++++ RECORDS TO PROCESS
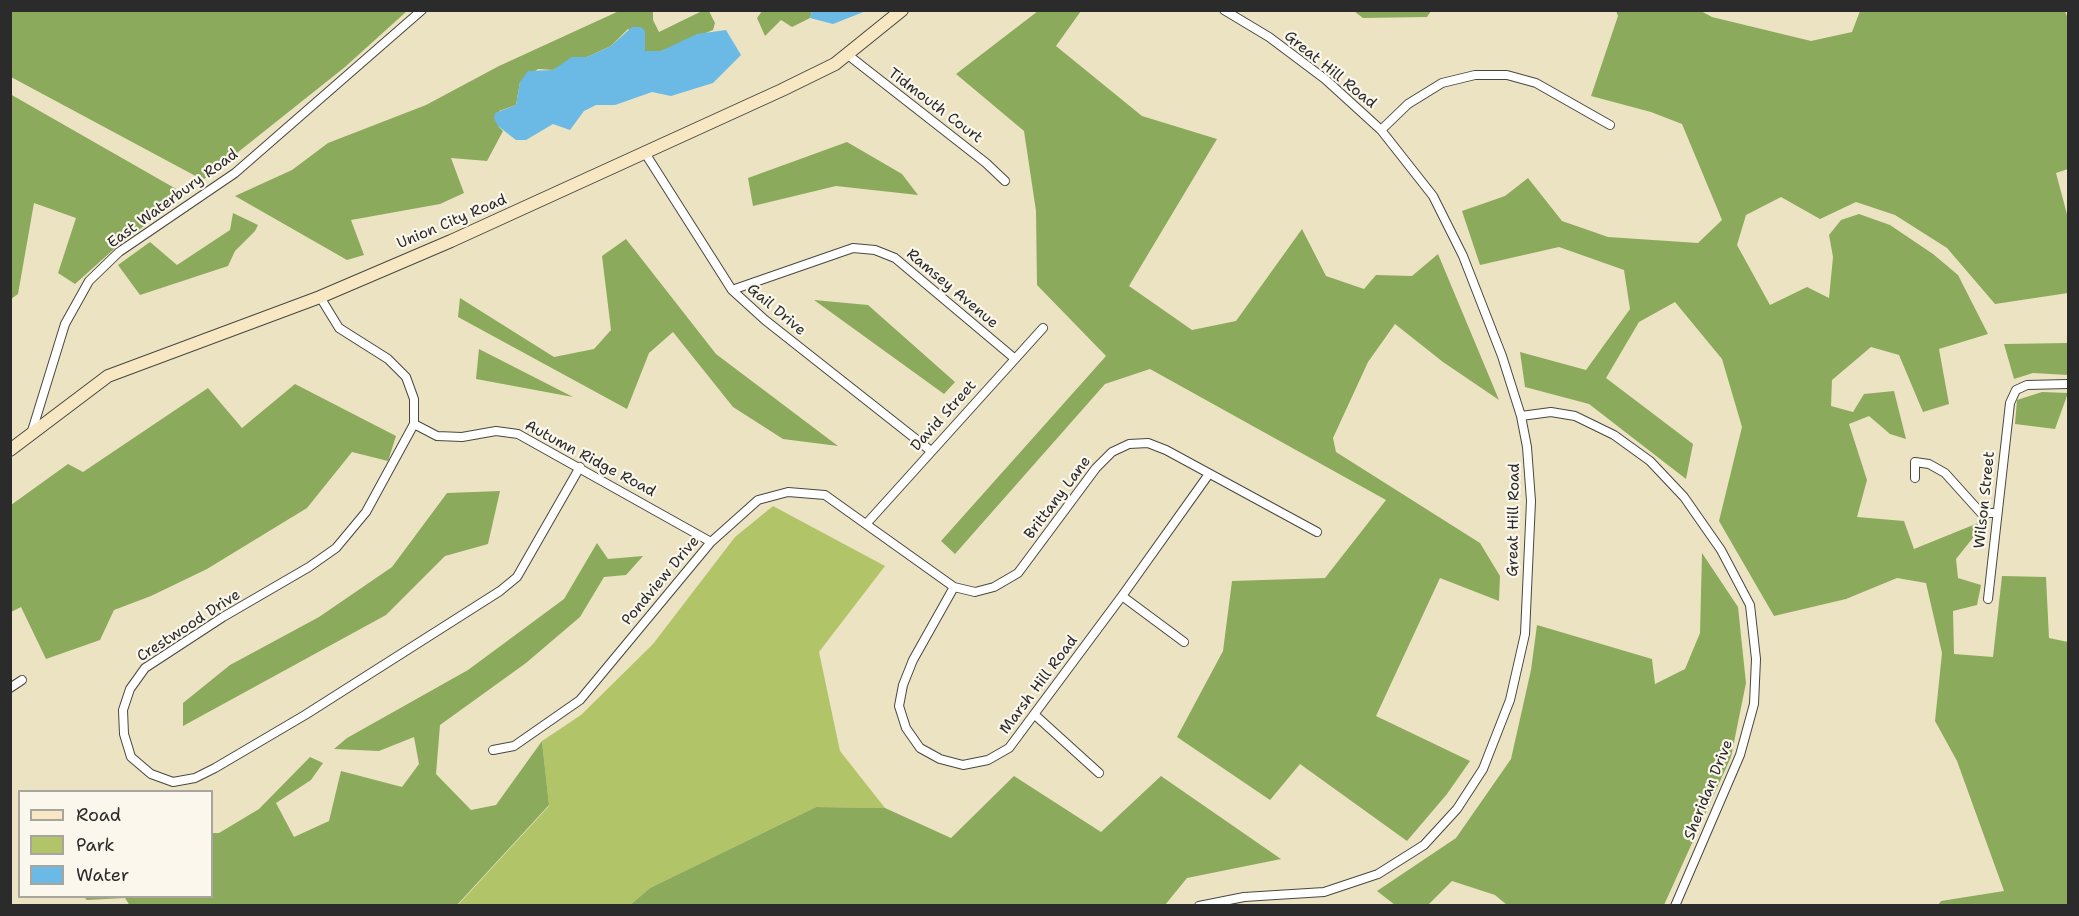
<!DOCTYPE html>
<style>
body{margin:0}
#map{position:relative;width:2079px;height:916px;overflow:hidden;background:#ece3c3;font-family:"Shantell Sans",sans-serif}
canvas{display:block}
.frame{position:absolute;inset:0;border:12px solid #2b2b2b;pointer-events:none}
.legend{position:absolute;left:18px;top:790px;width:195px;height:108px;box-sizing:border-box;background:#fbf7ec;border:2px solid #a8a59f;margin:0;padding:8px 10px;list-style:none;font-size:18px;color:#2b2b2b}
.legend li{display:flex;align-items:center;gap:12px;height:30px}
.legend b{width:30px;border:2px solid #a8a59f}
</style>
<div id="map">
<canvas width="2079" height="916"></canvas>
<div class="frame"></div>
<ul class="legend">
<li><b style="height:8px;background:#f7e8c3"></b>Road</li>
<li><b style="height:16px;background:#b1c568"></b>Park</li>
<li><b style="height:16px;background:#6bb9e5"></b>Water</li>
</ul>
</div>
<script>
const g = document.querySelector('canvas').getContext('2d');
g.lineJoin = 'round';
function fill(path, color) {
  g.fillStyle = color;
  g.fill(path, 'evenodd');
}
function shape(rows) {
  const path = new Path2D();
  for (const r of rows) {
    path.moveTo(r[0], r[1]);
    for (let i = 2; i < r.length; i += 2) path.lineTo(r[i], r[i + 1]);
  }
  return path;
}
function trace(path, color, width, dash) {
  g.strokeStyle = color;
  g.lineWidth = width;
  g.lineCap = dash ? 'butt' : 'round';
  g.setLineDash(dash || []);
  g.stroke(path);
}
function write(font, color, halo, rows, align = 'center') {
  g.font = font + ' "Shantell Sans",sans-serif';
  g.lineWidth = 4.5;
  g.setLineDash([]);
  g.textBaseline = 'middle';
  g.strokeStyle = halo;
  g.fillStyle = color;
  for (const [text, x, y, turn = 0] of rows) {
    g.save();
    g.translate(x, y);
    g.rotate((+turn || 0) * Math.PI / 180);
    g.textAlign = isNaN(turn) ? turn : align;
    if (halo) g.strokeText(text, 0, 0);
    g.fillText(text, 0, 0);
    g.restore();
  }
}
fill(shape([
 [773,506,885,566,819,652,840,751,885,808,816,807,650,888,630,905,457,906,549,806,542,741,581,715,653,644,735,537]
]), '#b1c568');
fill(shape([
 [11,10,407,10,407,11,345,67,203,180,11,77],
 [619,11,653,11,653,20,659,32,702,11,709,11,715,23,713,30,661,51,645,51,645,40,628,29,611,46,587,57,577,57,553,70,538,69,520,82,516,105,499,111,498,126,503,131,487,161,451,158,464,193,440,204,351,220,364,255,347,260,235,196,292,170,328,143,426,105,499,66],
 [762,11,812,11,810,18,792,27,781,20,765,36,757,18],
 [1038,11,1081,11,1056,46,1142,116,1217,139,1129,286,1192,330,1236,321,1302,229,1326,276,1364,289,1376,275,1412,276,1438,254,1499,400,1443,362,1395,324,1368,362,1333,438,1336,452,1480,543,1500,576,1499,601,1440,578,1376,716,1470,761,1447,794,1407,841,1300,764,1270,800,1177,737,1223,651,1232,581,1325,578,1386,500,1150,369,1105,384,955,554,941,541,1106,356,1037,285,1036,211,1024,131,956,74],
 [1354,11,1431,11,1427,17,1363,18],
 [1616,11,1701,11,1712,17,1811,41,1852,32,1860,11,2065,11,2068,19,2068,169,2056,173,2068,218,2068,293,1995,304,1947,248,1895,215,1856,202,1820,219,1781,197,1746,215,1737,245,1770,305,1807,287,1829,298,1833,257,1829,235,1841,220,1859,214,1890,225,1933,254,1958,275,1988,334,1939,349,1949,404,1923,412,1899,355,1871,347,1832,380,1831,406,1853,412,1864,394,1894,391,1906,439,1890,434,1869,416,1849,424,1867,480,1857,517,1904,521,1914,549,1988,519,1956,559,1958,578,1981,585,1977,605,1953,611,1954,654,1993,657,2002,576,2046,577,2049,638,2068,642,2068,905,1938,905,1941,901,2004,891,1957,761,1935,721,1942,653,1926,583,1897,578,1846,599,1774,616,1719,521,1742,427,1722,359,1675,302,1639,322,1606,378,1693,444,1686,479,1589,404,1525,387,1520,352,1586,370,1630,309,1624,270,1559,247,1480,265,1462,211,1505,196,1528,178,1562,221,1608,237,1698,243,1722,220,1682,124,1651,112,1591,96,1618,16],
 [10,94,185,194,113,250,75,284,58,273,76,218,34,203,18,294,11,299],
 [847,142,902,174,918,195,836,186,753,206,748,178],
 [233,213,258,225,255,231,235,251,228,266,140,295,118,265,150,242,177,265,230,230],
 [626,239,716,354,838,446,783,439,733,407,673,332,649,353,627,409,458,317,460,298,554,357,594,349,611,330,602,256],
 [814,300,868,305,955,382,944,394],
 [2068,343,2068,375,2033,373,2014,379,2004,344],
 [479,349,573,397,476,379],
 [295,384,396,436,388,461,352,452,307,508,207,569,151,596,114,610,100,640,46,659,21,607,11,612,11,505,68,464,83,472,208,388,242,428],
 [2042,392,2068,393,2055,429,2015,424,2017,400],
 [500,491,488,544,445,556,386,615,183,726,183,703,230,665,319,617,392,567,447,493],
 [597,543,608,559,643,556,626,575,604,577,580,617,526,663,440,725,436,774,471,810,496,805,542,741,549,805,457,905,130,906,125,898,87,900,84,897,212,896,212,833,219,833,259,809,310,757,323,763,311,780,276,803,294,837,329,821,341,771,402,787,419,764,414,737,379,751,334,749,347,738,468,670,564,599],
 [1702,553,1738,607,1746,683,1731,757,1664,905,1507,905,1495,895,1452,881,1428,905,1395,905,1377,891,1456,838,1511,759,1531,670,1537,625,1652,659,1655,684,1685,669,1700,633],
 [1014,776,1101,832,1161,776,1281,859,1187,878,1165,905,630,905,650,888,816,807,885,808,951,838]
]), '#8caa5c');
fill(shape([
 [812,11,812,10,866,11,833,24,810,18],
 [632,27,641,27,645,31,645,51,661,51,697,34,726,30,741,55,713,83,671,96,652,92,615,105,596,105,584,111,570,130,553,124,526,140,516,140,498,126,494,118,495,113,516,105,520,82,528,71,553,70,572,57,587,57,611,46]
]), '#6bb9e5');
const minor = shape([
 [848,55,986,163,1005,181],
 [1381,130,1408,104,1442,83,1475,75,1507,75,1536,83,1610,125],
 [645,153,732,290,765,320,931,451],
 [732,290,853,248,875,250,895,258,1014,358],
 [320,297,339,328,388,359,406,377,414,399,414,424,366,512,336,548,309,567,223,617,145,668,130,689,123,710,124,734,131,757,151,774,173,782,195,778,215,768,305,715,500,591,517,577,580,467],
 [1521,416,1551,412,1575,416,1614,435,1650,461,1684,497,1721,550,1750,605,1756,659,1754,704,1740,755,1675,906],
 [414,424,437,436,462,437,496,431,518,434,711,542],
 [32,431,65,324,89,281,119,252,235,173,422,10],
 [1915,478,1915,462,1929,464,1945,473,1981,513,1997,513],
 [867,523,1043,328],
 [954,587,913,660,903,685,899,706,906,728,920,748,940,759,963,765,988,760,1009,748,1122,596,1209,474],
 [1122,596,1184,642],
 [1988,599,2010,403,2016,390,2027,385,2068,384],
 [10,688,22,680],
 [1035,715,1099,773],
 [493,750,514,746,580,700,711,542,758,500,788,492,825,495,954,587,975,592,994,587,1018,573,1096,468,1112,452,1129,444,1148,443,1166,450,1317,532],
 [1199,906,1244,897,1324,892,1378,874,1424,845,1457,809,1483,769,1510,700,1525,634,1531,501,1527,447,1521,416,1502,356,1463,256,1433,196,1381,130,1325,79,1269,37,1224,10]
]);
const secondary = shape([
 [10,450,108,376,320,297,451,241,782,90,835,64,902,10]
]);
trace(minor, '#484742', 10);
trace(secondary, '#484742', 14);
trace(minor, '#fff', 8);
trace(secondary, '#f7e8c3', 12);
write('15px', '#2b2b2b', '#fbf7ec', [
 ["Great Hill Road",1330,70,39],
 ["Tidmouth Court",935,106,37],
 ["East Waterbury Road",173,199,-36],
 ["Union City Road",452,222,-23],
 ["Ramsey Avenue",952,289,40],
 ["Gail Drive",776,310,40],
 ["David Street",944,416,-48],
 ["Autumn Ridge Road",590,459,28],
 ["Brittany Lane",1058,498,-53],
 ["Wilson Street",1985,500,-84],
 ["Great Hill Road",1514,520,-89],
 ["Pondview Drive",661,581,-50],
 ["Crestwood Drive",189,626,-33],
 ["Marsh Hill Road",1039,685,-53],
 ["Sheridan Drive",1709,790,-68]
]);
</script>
++++++++
| EXERCISE DESCRIPTION |
For the string "Great", show each line of the entries above where it occurs.

| SOLUTION |
 ["Great Hill Road",1330,70,39],
 ["Great Hill Road",1514,520,-89],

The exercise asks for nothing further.